*What is required*: State how many lines in the listing below include the word "lineWidth", and add nothing besides the number.

*Dataset excerpts*:
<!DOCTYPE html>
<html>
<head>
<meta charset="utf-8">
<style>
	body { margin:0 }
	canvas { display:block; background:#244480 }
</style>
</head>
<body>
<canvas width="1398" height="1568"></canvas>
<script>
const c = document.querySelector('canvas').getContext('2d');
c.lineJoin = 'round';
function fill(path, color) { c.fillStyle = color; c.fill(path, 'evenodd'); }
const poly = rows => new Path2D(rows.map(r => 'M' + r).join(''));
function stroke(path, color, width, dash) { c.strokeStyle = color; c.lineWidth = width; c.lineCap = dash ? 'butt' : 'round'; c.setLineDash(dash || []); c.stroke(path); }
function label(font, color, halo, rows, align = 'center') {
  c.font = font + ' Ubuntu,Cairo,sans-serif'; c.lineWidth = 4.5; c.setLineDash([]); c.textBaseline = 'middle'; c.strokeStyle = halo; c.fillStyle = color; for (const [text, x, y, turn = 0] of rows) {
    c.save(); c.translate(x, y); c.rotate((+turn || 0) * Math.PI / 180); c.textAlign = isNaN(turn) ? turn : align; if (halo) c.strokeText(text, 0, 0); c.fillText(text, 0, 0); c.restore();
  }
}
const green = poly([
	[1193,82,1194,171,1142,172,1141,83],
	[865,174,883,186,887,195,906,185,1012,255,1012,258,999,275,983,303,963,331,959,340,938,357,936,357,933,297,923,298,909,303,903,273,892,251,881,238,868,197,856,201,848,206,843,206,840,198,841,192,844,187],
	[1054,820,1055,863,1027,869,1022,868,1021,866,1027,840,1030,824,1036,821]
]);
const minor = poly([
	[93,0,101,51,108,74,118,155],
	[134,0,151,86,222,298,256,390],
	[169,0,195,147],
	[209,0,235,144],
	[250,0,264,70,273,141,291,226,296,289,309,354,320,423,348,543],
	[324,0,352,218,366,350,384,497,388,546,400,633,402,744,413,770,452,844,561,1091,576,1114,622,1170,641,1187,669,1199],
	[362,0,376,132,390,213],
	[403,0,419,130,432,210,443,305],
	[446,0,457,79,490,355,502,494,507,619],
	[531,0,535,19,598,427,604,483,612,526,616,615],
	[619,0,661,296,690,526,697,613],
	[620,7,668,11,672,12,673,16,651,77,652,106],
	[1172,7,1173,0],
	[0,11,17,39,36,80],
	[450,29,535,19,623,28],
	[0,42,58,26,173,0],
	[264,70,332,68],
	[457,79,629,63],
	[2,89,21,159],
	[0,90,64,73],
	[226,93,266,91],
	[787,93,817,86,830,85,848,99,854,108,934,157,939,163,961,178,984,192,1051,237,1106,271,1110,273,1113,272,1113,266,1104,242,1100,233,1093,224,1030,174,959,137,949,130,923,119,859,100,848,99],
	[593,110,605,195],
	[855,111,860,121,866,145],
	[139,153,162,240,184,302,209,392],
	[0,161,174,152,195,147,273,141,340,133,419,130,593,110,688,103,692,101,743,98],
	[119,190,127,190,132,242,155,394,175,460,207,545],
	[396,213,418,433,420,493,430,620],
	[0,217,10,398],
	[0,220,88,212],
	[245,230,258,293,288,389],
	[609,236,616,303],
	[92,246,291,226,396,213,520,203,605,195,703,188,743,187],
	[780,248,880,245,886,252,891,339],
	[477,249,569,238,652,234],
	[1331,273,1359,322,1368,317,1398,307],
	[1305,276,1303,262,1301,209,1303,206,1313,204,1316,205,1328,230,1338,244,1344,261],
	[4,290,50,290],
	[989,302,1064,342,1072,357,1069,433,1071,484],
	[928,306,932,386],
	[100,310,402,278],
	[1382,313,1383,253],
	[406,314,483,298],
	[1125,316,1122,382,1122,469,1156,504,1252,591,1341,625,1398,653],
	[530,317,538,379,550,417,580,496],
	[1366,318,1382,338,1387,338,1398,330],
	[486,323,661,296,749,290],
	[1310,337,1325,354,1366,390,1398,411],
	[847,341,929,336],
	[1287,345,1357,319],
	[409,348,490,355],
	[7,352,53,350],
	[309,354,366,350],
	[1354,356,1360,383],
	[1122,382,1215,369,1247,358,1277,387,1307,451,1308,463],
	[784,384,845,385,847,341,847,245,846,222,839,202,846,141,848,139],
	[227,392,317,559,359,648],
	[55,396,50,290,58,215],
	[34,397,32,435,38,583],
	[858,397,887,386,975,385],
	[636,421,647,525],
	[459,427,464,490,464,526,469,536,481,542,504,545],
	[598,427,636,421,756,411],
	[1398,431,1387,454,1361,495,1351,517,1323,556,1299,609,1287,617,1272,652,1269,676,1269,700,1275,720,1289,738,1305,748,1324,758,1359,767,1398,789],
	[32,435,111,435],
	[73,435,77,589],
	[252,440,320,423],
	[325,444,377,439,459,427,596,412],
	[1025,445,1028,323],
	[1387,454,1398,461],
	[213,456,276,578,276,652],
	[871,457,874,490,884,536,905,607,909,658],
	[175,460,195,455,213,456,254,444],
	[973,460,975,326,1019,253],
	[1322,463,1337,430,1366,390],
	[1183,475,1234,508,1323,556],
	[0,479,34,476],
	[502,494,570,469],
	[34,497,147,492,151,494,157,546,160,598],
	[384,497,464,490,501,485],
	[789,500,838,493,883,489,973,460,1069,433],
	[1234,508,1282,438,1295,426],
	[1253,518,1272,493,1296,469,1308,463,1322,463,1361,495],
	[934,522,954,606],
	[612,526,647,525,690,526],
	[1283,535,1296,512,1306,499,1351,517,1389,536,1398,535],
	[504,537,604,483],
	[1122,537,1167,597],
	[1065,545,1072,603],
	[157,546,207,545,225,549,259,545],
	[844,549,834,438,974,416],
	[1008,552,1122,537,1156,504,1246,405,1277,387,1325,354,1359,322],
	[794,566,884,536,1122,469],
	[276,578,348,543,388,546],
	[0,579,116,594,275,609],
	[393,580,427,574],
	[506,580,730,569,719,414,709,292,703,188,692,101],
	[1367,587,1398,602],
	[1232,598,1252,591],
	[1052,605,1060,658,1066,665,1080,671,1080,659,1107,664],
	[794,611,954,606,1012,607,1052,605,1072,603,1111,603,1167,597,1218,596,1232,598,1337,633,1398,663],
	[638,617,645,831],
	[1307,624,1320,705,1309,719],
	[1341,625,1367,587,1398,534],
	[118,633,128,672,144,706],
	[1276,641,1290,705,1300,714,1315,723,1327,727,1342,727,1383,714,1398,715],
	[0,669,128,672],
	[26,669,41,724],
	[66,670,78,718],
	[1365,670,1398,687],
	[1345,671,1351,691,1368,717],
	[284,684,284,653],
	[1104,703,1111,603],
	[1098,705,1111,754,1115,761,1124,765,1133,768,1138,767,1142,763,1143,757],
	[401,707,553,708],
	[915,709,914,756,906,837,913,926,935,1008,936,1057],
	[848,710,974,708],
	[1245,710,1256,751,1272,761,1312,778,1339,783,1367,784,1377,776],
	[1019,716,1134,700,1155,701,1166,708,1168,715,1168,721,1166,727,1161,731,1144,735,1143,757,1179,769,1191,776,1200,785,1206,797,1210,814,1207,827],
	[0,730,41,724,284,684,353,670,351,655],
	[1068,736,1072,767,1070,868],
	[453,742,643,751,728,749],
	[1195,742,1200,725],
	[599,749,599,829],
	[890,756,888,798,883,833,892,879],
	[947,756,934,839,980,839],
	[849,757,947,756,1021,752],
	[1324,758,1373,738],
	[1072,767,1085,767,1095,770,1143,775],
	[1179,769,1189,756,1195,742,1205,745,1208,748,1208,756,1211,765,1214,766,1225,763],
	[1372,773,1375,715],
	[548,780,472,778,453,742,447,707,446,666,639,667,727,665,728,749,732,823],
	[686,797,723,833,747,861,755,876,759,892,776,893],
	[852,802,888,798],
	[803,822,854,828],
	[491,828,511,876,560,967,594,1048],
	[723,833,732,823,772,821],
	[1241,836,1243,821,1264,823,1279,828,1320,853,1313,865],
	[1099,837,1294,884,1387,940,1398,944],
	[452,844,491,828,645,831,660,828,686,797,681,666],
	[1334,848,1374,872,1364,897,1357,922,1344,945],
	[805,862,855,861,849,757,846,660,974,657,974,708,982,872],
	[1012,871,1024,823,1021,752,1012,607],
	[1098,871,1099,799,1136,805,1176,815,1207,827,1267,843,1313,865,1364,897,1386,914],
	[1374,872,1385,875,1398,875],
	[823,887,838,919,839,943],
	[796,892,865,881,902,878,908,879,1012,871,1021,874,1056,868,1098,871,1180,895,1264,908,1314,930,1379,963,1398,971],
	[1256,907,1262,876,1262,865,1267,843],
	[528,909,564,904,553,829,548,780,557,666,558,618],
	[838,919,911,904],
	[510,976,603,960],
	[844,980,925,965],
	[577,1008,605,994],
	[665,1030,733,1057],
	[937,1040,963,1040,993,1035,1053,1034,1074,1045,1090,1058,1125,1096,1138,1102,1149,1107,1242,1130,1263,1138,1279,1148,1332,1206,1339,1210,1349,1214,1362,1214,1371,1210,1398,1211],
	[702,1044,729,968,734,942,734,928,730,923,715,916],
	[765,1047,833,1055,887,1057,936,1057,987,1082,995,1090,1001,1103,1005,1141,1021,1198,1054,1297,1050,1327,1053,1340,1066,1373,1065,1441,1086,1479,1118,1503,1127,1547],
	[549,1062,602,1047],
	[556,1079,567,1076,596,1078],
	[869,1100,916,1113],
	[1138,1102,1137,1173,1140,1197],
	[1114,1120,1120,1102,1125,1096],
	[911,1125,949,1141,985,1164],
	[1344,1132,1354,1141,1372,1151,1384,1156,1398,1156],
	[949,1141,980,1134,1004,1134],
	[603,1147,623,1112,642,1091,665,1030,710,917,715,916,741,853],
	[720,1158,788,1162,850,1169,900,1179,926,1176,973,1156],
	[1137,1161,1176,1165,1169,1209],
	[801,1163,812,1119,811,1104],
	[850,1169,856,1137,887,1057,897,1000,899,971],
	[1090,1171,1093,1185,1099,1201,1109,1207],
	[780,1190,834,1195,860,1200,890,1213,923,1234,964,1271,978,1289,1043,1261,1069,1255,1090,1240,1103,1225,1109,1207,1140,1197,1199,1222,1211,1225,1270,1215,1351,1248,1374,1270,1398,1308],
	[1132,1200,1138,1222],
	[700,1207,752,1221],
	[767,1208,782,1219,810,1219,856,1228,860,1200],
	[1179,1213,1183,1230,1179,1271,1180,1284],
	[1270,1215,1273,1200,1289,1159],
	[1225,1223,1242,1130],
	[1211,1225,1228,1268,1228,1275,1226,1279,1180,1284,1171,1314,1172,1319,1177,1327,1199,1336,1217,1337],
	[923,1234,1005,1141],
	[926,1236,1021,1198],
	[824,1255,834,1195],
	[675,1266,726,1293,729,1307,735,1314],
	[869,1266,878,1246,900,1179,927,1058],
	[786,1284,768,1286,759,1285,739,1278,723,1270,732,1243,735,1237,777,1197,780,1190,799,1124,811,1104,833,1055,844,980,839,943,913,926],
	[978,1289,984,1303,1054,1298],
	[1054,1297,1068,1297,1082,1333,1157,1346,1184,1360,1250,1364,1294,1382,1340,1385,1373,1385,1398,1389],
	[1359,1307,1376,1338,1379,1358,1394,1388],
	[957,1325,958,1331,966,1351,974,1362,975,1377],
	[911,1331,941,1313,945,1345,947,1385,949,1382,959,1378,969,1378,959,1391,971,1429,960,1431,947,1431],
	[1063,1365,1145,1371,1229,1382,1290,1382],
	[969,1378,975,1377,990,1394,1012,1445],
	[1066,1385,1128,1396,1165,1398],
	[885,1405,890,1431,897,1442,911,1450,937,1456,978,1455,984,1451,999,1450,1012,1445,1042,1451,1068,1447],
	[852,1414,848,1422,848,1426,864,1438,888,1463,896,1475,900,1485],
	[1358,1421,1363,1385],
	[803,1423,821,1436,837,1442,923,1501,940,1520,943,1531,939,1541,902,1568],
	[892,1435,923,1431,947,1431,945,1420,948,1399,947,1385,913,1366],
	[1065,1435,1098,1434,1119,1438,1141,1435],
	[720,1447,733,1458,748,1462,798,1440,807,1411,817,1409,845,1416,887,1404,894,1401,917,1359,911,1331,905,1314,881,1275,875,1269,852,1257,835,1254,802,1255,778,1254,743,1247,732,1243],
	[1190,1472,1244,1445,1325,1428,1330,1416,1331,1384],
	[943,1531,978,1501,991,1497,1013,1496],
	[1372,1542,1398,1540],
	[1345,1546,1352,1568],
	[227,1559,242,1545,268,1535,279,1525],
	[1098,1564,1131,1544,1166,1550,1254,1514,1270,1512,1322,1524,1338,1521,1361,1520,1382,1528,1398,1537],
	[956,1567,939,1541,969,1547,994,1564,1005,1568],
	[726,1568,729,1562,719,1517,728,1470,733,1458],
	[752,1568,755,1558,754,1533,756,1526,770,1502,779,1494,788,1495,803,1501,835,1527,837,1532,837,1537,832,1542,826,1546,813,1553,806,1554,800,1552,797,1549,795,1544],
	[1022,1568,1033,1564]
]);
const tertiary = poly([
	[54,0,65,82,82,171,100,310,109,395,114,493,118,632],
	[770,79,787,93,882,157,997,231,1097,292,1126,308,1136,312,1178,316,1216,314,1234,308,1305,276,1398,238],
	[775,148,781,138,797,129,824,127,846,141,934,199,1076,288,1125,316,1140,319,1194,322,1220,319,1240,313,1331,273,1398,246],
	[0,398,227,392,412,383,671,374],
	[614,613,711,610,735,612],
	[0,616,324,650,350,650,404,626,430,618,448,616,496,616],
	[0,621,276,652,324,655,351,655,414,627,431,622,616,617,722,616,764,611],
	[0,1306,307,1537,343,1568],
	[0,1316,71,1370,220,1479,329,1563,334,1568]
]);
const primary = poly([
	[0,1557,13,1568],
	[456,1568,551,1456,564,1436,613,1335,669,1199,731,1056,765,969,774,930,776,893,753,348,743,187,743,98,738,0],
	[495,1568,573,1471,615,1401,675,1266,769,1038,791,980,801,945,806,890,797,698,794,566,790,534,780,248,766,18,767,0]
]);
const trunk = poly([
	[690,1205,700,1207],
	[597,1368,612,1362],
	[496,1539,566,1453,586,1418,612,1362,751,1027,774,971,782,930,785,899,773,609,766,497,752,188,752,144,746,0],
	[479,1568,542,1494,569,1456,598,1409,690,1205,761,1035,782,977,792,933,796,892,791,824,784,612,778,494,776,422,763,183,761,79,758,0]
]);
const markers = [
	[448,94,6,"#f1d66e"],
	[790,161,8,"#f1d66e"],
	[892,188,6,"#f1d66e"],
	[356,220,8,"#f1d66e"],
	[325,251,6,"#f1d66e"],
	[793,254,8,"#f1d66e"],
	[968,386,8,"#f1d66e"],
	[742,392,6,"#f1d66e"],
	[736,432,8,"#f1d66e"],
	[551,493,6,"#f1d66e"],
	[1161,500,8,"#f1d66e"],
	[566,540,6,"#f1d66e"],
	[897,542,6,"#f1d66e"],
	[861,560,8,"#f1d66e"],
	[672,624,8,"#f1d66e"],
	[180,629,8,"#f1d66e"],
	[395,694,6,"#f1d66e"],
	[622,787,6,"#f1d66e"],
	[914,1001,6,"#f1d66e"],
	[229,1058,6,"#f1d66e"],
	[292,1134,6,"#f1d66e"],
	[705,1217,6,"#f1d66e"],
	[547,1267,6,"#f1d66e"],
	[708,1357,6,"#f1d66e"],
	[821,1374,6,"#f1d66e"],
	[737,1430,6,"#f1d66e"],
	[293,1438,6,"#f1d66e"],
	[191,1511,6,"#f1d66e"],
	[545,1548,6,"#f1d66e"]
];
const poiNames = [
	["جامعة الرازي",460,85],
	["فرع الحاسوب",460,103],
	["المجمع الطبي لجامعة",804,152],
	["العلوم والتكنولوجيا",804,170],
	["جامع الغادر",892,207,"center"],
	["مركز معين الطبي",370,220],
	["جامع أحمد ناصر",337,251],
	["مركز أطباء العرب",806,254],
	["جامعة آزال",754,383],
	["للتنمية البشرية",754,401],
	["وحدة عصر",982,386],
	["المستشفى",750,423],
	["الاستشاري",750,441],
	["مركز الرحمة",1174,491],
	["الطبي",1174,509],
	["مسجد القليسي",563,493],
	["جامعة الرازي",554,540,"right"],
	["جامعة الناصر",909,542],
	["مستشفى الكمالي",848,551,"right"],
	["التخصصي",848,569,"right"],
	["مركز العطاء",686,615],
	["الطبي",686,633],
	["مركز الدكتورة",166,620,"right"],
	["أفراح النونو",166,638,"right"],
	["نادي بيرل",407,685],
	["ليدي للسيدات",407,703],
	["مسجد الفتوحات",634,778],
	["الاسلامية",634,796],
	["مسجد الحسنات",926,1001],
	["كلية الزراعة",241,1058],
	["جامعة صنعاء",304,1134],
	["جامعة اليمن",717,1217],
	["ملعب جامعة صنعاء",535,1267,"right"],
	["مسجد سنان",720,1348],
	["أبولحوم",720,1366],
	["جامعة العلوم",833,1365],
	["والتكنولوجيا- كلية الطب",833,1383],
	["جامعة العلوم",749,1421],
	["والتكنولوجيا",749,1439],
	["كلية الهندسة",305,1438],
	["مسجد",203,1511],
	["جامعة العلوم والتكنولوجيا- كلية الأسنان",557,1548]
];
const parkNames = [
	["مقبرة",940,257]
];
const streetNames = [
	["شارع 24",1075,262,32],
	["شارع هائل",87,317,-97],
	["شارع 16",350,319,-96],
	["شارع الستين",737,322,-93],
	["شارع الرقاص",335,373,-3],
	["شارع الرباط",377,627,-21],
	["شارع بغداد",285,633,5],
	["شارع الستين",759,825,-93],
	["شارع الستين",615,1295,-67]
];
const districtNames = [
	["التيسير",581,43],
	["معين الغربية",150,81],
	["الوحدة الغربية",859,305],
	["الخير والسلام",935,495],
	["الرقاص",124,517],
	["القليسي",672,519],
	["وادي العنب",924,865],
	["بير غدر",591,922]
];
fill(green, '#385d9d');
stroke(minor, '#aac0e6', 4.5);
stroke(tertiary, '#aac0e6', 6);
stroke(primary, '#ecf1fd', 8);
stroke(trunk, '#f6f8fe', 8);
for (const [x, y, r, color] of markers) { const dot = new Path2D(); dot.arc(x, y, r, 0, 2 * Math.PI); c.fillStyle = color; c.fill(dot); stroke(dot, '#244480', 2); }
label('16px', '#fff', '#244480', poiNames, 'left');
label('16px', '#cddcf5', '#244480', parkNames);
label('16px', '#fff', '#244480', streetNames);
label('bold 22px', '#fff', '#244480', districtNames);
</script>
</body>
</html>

*Exercise answer*: 2